CUNY Dominican Studies Institute brings the study of the history of Dominican music to the United States

June 28, 2019

Miami, Florida – Funglode/GFDD in Florida, under the leadership of José J. Záiter, and the Latinos United in Action Center, Inc., led by Dr. Amada Vargas, hosted a discussion group on the history of Dominican Music in the United States, a project run by the City University of New York Dominican Studies Institute (CUNY DSI). This project is financed by the prestigious National Endowment for the Humanities (NEH) based in Washington, D.C. For this event, Ruth Lizardi and Jhensen Ortíz of CUNY DSI came to Florida to take part in the discussion.

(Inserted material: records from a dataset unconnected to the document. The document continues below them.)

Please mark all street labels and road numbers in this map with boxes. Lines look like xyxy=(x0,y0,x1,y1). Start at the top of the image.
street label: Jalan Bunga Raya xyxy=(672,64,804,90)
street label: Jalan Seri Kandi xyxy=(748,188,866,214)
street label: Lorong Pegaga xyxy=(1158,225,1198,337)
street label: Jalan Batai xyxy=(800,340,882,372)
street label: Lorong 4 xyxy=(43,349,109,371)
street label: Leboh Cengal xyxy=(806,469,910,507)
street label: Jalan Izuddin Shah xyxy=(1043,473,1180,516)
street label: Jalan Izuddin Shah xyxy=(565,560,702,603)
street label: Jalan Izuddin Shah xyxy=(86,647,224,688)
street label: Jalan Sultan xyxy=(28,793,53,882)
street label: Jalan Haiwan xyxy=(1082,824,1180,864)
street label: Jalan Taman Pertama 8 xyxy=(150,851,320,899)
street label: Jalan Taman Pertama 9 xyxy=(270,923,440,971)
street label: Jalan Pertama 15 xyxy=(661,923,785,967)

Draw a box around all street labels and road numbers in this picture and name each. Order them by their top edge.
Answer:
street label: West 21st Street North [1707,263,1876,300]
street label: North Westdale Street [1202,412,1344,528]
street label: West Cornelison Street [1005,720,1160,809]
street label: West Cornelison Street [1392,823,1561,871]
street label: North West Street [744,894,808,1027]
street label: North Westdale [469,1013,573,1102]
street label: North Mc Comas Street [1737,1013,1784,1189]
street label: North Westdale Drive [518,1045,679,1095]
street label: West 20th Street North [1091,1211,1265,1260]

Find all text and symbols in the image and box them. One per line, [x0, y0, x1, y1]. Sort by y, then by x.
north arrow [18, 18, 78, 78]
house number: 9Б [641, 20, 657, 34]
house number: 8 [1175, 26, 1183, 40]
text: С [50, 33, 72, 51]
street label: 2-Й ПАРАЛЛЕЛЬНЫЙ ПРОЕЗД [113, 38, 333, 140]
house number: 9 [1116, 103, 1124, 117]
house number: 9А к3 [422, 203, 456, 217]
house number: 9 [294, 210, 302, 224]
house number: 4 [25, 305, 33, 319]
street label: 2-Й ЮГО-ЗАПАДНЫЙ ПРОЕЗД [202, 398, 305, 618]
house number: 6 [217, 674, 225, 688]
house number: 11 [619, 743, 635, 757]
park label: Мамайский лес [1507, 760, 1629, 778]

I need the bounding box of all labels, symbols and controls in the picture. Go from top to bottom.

The History of Dominican Music in the United States is an ambitious digital project on Dominican music history that will contribute to bringing visibility to long-lost, but important, chapters in the historical narrative of the humanistic and cultural legacy of the US. CUNY DSI received a 3-year NEH grant to develop an interactive tool delivering an audiovisual narration of the participation and contribution of Dominican music in the United States from 1915 to the present.

Dr. Ramona Hernández, director of CUNY DSI, professor of sociology at City College and acting director of the project, noted that “this is a collective effort to bring together young researchers from CUNY DSI with an elite group of academics who are experts on Dominican music.”

“I felt flattered when CUNY DSI invited Funglode to collaborate on such a significant project for Dominicans and the world. It’s important that the contribution of Dominican Floridians is not left out—that people know what’s been done here to preserve and diffuse Dominican music since very early on,” said Záiter, director of the Funglode/GFDD office in Florida. For her part, Dr. Amada Vargas, director of Latinos United in Action, added that “this project fits us like a glove, as the educational section it includes is an excellent learning tool that all teachers can use to make their lesson plans.”

This initiative is one of the 290 research projects in the humanities scattered around 43 states, the District of Columbia, and Puerto Rico that receive a total of $16.3 million in NEH grants. “The humanities help us study our past, understand our present, and prepare ourselves for the future,” said William D. Adams, who chaired the renowned organization when CUNY DSI was awarded the grant. “The National Endowment for the Humanities is proud to support projects to benefit all Americans, appealing to the common experiences that connect humanity,” he concluded.

CUNY DSI is the first university research institute dedicated to the study of people of Dominican descent, particularly those living in the United States. Its pioneering achievements include the creation of a paleographical tool, called the “Spanish Paleography Digital Teaching and Learning Tool,” to decode the variety of calligraphy in colonial documents that date from the 16th and 17th centuries; the creation of the first bilingual digital academic platform that outlines an exhaustive history of the first black Africans in the Americas, “First Blacks in the Americas/Los Primeros Negros en las Américas”; as well as the discovery of the Dominican Juan Rodríguez, the first immigrant in what is now the city of New York in 1613, and Esteban Hotesse, a Dominican WWII veteran and member of the famous Tuskegee Air military squadron, the first group of black military pilots in US history.

This music history project joins what has become a tradition of innovative proposals aimed at elevating the legacy of Dominican culture in the United States.

The music discussion group was held on Tuesday, June 18, 2019, at 7 pm at the Latinos United in Action Center, in Miami, Florida.